Task brief =>
Only a number is wanted: how many lines in these records contain the word "controls"?

━━━━━━━━━━

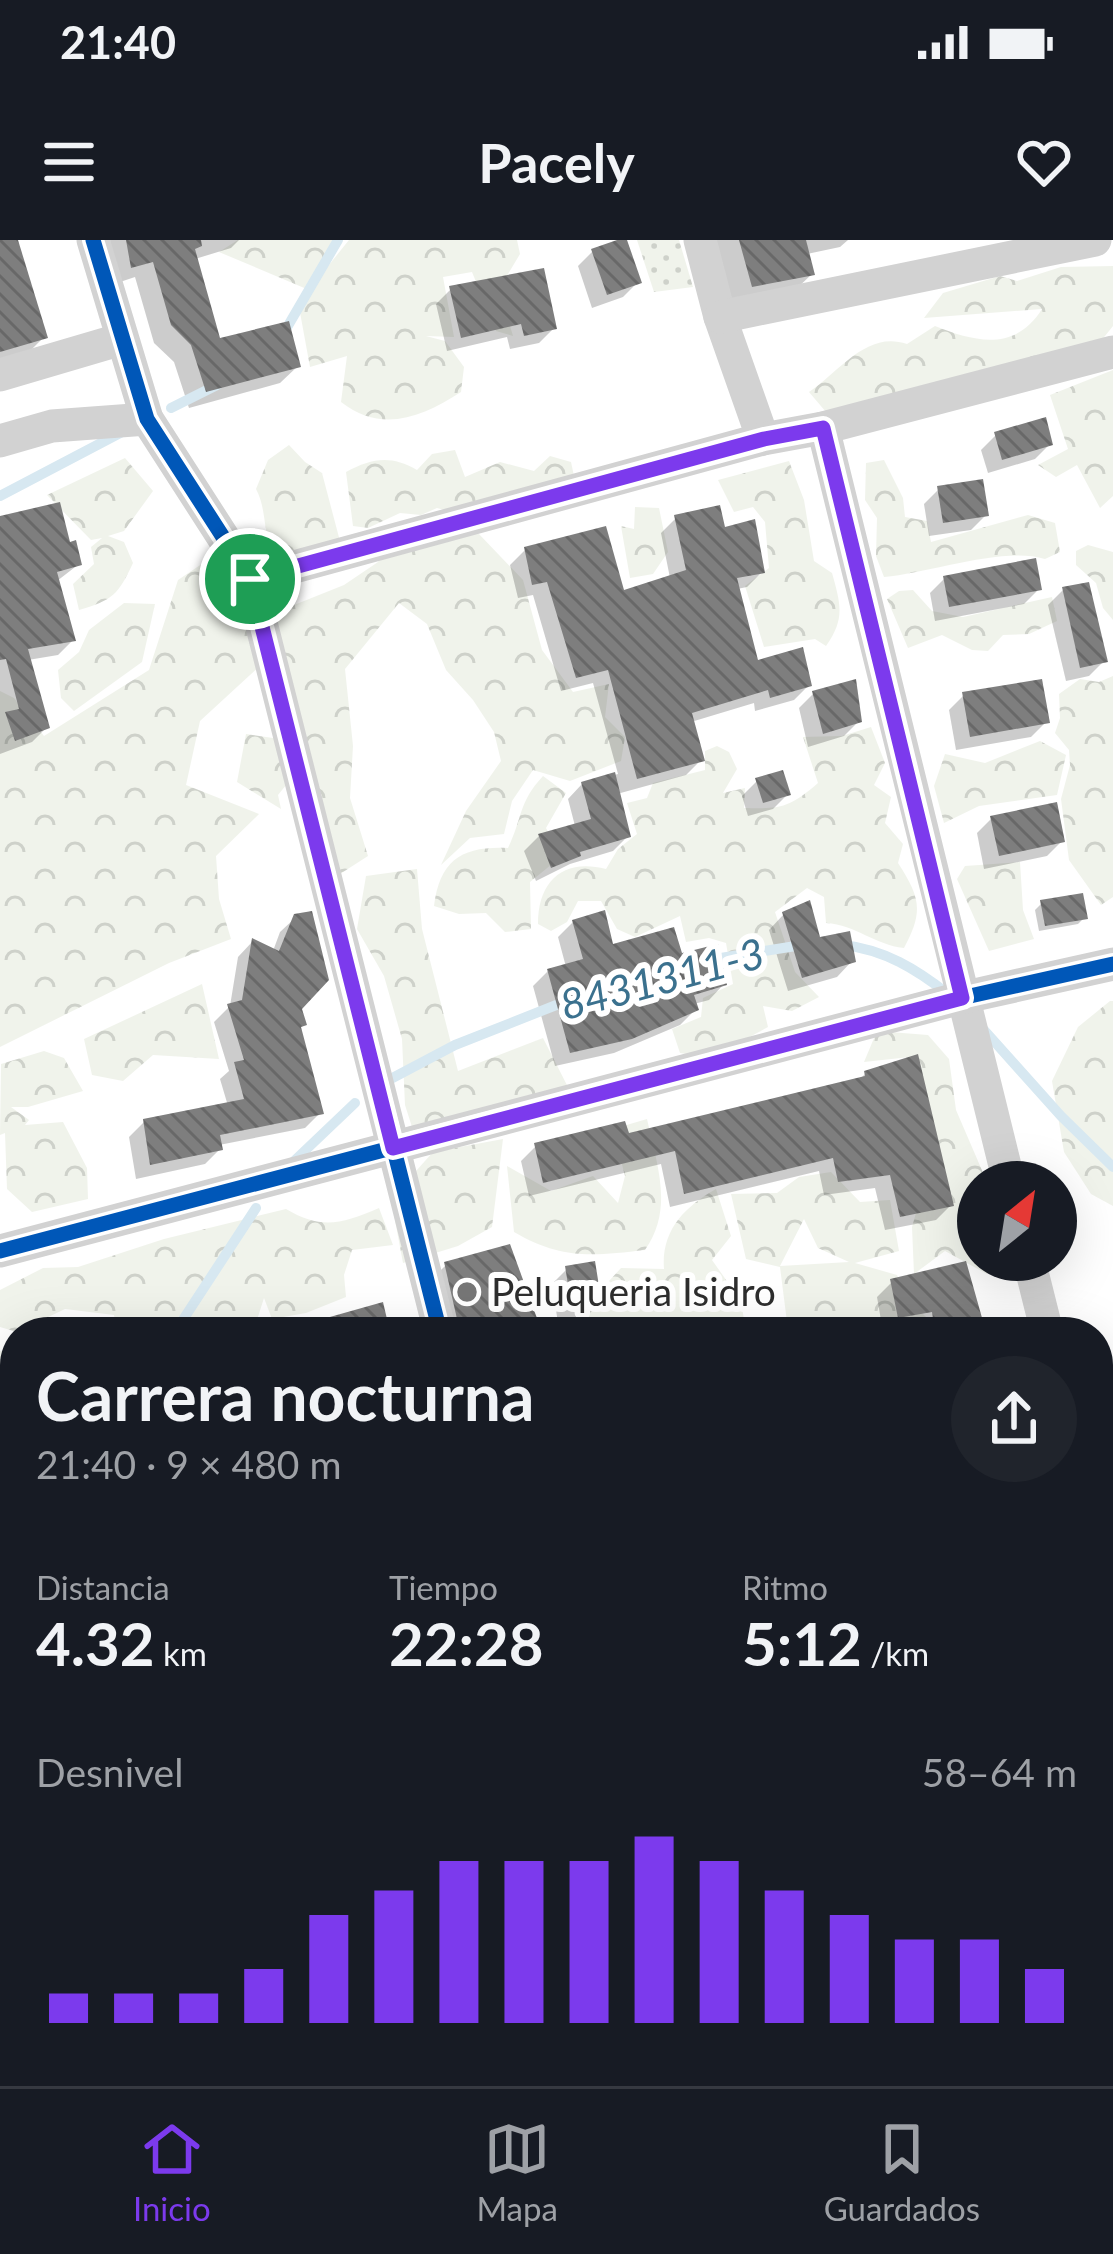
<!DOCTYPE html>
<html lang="es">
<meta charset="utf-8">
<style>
:root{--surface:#171b24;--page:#20242c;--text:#f1f3f6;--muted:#9ea1a6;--line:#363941;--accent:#7c3aed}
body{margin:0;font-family:Lato,sans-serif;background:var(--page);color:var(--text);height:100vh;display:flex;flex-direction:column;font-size:45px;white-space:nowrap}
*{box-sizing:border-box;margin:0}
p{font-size:39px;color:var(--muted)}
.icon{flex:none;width:66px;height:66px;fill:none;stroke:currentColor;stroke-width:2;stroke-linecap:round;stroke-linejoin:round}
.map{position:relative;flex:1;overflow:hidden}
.sheet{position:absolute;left:0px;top:1077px;width:1113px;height:771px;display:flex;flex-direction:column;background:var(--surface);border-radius:48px 48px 0 0;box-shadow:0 12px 48px #0002}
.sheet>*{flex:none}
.needle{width:78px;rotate:30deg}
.controls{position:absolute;left:957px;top:921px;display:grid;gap:24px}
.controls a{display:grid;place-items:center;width:120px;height:120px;border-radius:50%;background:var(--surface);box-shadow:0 12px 48px #0002;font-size:60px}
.pin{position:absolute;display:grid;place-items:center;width:102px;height:102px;color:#fff;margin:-51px;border:6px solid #fff;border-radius:50%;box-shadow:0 3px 12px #0007}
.round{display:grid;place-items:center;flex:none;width:126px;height:126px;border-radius:63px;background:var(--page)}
.head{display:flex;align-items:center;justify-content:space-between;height:204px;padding:0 36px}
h1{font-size:66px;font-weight:700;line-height:90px}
.metrics{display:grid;grid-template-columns:repeat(3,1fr);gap:18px;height:204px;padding:12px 36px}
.metrics div{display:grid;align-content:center}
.metrics b{font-size:60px;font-weight:700}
.metrics small{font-size:33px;font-weight:400}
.metrics p{font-size:33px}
.chart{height:336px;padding:24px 36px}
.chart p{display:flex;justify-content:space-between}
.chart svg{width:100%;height:216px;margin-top:12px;stroke:var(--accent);stroke-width:6}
.status{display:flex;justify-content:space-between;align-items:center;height:84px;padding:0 60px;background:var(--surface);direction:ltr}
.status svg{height:33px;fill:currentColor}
header{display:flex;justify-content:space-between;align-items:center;height:156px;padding:0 36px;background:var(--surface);font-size:54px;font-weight:700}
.tabs{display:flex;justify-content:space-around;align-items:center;height:168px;border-top:3px solid var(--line);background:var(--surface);font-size:33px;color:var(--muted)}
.tabs a{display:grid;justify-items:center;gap:6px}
.tabs .selected{color:var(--accent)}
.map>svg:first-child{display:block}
.grass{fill:url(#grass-dots)}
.forest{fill:url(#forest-crowns);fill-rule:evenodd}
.shadow{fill:#0003}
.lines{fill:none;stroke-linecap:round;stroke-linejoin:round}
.stream{stroke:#d7e8f1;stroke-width:10}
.building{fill:url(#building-back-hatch)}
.minor{stroke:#d2d2d2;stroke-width:33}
.cycleway-casing{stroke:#fff;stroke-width:22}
.cycleway{stroke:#0057b8;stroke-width:15}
.route-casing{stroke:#fff;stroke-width:24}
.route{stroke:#7c3aed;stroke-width:15}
.poi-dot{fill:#767676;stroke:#fff;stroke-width:4.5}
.labels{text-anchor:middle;stroke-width:12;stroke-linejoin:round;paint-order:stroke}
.poi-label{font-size:39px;fill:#2d2d2d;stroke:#fff;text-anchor:start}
.water-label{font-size:42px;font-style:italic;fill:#3b718e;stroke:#fff}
</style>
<div class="status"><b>21:40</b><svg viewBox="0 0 49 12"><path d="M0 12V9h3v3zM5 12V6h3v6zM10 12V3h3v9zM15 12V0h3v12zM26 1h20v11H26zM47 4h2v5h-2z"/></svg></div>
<header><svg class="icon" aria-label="menu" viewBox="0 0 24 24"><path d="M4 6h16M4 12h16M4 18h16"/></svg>Pacely<svg class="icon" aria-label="heart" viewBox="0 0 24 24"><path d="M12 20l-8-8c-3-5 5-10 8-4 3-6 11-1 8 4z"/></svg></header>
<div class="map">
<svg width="1113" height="1846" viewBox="0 0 1113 1846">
<defs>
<pattern id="grass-dots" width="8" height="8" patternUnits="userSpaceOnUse" patternTransform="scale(3)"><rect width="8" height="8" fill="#f0f3eb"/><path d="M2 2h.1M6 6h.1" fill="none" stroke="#ced1ca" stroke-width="1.8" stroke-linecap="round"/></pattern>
<pattern id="forest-crowns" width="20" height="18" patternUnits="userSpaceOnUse" patternTransform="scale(3)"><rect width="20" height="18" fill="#f0f3eb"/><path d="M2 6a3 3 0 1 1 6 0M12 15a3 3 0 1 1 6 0" fill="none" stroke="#ced1ca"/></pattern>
<pattern id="building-back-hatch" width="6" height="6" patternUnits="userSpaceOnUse" patternTransform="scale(3)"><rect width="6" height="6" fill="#7e7e7e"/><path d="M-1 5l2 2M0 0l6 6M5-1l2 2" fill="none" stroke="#686868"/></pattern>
</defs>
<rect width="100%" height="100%" fill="#fff"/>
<path class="grass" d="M637,0H679L693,47L654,52Z"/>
<g class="forest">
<path d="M238,0H338L316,41L349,0H517L520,14L499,49L513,96L496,91L472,32L443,37L454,97L426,96L445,101L464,127L461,152C422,177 382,194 341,162L347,116L310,127L299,67L309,50L219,12Z"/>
<path d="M1113,26V86L1097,106L826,172L809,152C840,131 867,90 907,104L935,86C975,102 1015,112 1042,69L924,78L943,53L1000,36L1017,41L1061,27Z"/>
<path d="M1113,130V256L1100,268L1077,225L1056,237L1038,225L1068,209L1050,155Z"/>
<path d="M289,205L305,222L322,233L341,305L273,312C262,289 267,270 256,249L268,220Z"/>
<path d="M455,210L465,237L500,222L534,231L550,216L571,222L574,236L459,274L437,268L421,275L400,273L368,288L353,286L346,232C372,218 391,215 417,230L432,214Z"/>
<path d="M125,218L153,251L124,291L108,296L124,302L133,323C118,355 113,360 79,370L73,344L94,324L91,307L102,298L91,300L47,255Z"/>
<path d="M884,220L903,258L905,277L927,281L931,302L1028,275L1055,283L1060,312L1045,319C1004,306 930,333 884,337L876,316L877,278L865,260L866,223Z"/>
<path d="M789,221L804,260L814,321L832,333C841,365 845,379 826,406L815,399L764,407L745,346L769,328L765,282L753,267L734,272L718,240Z"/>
<path d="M635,267L659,268L668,312L653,334L630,338L621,286L634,289Z"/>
<path d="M402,282L479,294L523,340L542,410L573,452L609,444L605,477L625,497L621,521L570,541L533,530L512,561L504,594L470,598L441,625L466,571L501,521L494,492L473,460L446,430L427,384L399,363L345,429L353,506L350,558L368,616L340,634L261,425L200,481L186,545L259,574L216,616L219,659L231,699L169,723L0,807V451L14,458L44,496L149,430L178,340L227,307L265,416L279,371L344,345L378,322Z"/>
<path d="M1088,305L1113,312V380L1103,368L1096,343L1076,325V311Z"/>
<path d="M913,350L932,371L963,377L1052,357L1057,381L1029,394L1003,395L988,411L972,410L942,395L908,408L887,359L899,351Z"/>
<path d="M124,363L155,364L142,422L74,471L61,458L58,430L79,412L89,390Z"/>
<path d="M1113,436V657L1101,665L1069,620L1061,559L1070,525L1069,510L1055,493L1060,478L1059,454L1080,439L1099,442Z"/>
<path d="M871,487L885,523L874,545L891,557L885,583L903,604L898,623C920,657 924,671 904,708C875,705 856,685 826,683L824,657L807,648L775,672L795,732L819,757L792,771L763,766L768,787L710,818L680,813L672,789L701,777L703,758L733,744L726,703L709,698L686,702L680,676L635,697L617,689L601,661H578L567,682L551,691L538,684C538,641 563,618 606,629L618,609L637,594L627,563L647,558L653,543L705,530V511L717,506L729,512L737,529L723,553L745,548L744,568C781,569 789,568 818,543L803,497L842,496Z"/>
<path d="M246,494L280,499L295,534L278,555L281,569L237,542Z"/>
<path d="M1040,501L1066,515L1057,555L979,566L944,583L934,546L945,514L985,523Z"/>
<path d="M543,536L566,553L546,588L559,613L552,624L530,642L531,689L505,692L486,673L459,674L434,666C440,619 463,606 508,608C523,577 518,563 543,536Z"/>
<path d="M1020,622L1023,670L1034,699L989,711L957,639L965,626Z"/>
<path d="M417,629L422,689L458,831L543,798L573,857L412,887L405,865L402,799L384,736L357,689L366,636Z"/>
<path d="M202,744L219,819L153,815L123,841L92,835L84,799Z"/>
<path d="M1110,761H1113V966L1091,954L1064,912L1052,841L1078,787Z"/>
<path d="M877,791L928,795L949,819L956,870L987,942H978V1020H996L987,1034L945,1011L914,1034L912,987L924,945L910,817L864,822Z"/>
<path d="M44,811L64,818L83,851L28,867H11L29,880L25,885L63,882L87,928L88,959L32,972L7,949L5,893L0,895L1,824Z"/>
<path d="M647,879C657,925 674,969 645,1010C592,1016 562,1020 514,992L507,926L551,951L593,936L618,963L625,936L613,889Z"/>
<path d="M503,899L492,987L458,1006L403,1023L391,959L433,912Z"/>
<path d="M831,932L860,962L890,960L899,1011L855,1023L897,1035L909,1060L929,1080L956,1068L944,1092H784L787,1082L780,1027L746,1019L731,954L777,953L799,937ZM804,979L818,1008L849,1022L780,1026Z"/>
<path d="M716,949L731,996L712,1020L741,1061L746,1092H726L698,1082L695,1092H599L574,1079L621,1028L664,1029C661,991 684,967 716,949Z"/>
<path d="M379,968L393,1005L352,1010L344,1035L346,1057L306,1073L272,1079L264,1058L256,1083L240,1092H117L114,1075L65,1069L17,1092L0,1087V1050L43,1028L78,1027L164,999L286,969C322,990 341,984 379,968Z"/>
<path d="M15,1109V1188L9,1181L0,1183C0,1157 1,1136 0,1111Z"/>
<path d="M11,1204L15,1209V1307L0,1311V1216Z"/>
<path d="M15,1434V1498L0,1496V1439Z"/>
<path d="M1098,1611L1113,1614V1747L1098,1748Z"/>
<path d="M746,1833H821L817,1846H753Z"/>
<path d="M886,1833H973L976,1846H913Z"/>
</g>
<g class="shadow">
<path d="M0,0H15L44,97L23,118L0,126Z"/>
<path d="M110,0H239L231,8L195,19L218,102L298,126L280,143L189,168L174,122L154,103L135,37L114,44Z"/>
<path d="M716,0H848L840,7L807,14L812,34L792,53L733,65Z"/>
<path d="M593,11L638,42L623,57L592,68L578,26Z"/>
<path d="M451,49L554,88L539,103L510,109L507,97L447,111L436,64Z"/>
<path d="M996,195L1050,204L1035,219L988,233L981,210Z"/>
<path d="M939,249L986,275L971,290L929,296L924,264Z"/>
<path d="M676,278L723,290L762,332L747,347L737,349L756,424L809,445L794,460L755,471L754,463L691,482L701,520L686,535L617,554L628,596L613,611L570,624L536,641L524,611L539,596L575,586L568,559L582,544L618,534L593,443L561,451L533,355L518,358L510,325L525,310L622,354L670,338L661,293Z"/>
<path d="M0,279L67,306L79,324L57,341L73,400L58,415L28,420L47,487L32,502L0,514Z"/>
<path d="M945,338L1039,349L1024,364L935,381L930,353Z"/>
<path d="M1063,350L1104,421L1089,436L1066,441L1048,365Z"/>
<path d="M814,453L859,481L844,496L808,507L799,468Z"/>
<path d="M964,455L1046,482L1031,497L956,510L949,470Z"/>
<path d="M757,541L788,554L773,569L748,576L742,556Z"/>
<path d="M992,578L1062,601L1047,616L984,629L977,593Z"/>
<path d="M1042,663L1084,678L1078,684L1039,691L1035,670Z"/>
<path d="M784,674L818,701L852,721L837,737L788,751L769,690Z"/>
<path d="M296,677L299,789L320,873L305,888L219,905L220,909L205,924L136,939L129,897L144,882L228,866L220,839L229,831L214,782L230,766L238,717L252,702L273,711L280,692Z"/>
<path d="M573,682L611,708L679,717L724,744L709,760L694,764L695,770L680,785L614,813L555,826L533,746L548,731L566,727L558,697Z"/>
<path d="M866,833L951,965L936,980L885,990L875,948L824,955L819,931L670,967L661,924L529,956L521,921L536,906L627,896L859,840Z"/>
<path d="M446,1025L538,1092H444L431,1040Z"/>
<path d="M567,1029L599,1064L584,1079L558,1083L552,1044Z"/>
<path d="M892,1042L982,1092H919L918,1086L883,1092L877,1057Z"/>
<path d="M68,1080L71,1092H39L46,1085Z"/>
<path d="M15,1330V1382L0,1385V1333Z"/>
<path d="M7,1453L15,1482V1566L0,1570V1454Z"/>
<path d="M1113,1767V1813L1098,1816V1772Z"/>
<path d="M274,1833H308L314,1846H221Z"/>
<path d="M473,1833H564L565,1834L560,1838L562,1846H476Z"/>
<path d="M666,1833H728L732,1846H654Z"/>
<path d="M946,1833H1088L1091,1846H950Z"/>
</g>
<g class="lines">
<g class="stream">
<path d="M282,96L338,0"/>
<path d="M171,168L217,145"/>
<path d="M0,256L122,192"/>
<path d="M844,705C885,710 916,729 948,754"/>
<path d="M708,720L802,705"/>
<path d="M984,790L1061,876L1113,927"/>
<path d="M383,843L455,805L569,760"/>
<path d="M292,923L355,863"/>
<path d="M175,1092L256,968"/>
<path d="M0,1407L15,1379"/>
</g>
</g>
<g class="building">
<path d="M0,0H18L48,98L0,112Z"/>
<path d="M126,0H201L202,6L195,9L220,98L289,81L301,127L206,152L191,105L171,85L153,22L131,28Z"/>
<path d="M617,0H627L642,43L607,55L591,9Z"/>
<path d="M739,0H806L815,35L752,47Z"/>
<path d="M544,28L557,89L524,96L521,84L461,98L449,46Z"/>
<path d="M1046,177L1053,205L1002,220L994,192Z"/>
<path d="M983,239L989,276L943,283L937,246Z"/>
<path d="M60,262L70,302L76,300L82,325L57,332L76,401L28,409L50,488L15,501L5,472L19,469L6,419L0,420V276Z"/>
<path d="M720,265L725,287L755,279L765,333L737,338L758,420L803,407L812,446L770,458L768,450L692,473L705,521L637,539L608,430L576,438L547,342L532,345L524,307L606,286L624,350L686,330L674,275Z"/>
<path d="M1036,318L1042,350L949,367L943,336Z"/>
<path d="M1089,342L1108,422L1080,428L1062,347Z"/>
<path d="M856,439L862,482L823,494L812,451Z"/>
<path d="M1042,439L1050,483L970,497L962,452Z"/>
<path d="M783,530L791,555L763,563L755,538Z"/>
<path d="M615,532L631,597L580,612L581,616L551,628L538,594L591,579L581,542Z"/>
<path d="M1057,562L1065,602L999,616L990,576Z"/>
<path d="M1083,653L1088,679L1045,686L1040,660Z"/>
<path d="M810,660L820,697L850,691L856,722L802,738L782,672Z"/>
<path d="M605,670L613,704L674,687L682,713L718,704L727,745L694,755L699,770L632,799L570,813L547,729L583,719L572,680Z"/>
<path d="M312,671L329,740L302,769L307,785L301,787L324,874L220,895L223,910L150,925L143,879L244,859L234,822L244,820L227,764L242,760L252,698L279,711L294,674Z"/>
<path d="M918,814L954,966L900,977L890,935L838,942L833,918L684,954L675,911L543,943L534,903L625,881L629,893L865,836L864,831Z"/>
<path d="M510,1004L542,1092H460L444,1022Z"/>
<path d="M595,1021L602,1065L572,1069L565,1026Z"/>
<path d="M966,1021L986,1092H935L932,1072L898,1078L890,1039Z"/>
<path d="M383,1062L390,1092H306L305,1084Z"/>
</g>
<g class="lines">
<g class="minor">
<path d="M93,0L147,179L250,339L440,1092"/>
<path d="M700,0L720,77L763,199"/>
<path d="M720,77L1095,0"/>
<path d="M0,135L122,99"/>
<path d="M823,188L1009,942"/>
<path d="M0,201L52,186L147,179"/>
<path d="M250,339L763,199L823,188L1113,112"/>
<path d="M0,1011L961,758L1113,724"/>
<path d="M1029,1020L1047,1092"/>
<path d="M1098,1290L1113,1348"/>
<path d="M0,1631L15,1627"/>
<path d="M0,1715L15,1773"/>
<path d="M30,1833L34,1846"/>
<path d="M629,1833L633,1846"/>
</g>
<g class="cycleway-casing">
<g id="cycleway">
<path d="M93,0L147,179L250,339L440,1092"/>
<path d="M0,1011L961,758L1113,724"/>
</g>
</g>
<use href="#cycleway" class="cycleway"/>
</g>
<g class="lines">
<g class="route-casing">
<path id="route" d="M823,188L962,758L393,908L250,339L764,199Z"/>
</g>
<use href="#route" class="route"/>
</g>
<circle class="poi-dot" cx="467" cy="1052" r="12"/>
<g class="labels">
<g class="poi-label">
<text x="491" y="1066">Peluqueria Isidro</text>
</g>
<g class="water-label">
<text transform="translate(662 739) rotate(-15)" y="15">8431311-3</text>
</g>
</g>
</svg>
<div class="controls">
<a><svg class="needle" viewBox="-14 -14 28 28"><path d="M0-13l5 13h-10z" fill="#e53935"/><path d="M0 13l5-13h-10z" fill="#9ea1a6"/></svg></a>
</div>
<div class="pin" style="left:250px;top:339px;background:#1e9e55"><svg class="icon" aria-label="arrive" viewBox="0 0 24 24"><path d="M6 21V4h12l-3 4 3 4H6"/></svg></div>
<section class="sheet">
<div class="head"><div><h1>Carrera nocturna</h1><p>21:40 · 9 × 480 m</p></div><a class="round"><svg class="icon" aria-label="share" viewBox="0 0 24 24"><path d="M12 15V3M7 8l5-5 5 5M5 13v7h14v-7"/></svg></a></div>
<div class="metrics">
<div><p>Distancia</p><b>4.32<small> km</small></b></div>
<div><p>Tiempo</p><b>22:28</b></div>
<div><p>Ritmo</p><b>5:12<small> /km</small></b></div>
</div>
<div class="chart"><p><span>Desnivel</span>58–64 m</p>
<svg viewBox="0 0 160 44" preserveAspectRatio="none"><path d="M5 44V38M15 44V38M25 44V38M35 44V33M45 44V22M55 44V17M65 44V11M75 44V11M85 44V11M95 44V6M105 44V11M115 44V17M125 44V22M135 44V27M145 44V27M155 44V33"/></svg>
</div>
</section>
</div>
<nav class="tabs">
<a class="selected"><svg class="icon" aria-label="home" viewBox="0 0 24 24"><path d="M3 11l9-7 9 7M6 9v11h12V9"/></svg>Inicio</a>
<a><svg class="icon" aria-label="map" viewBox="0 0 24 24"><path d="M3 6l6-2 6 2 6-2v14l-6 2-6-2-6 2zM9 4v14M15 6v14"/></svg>Mapa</a>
<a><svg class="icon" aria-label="saved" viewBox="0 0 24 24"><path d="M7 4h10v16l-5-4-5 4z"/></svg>Guardados</a>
</nav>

━━━━━━━━━━

Exercise solution =>
3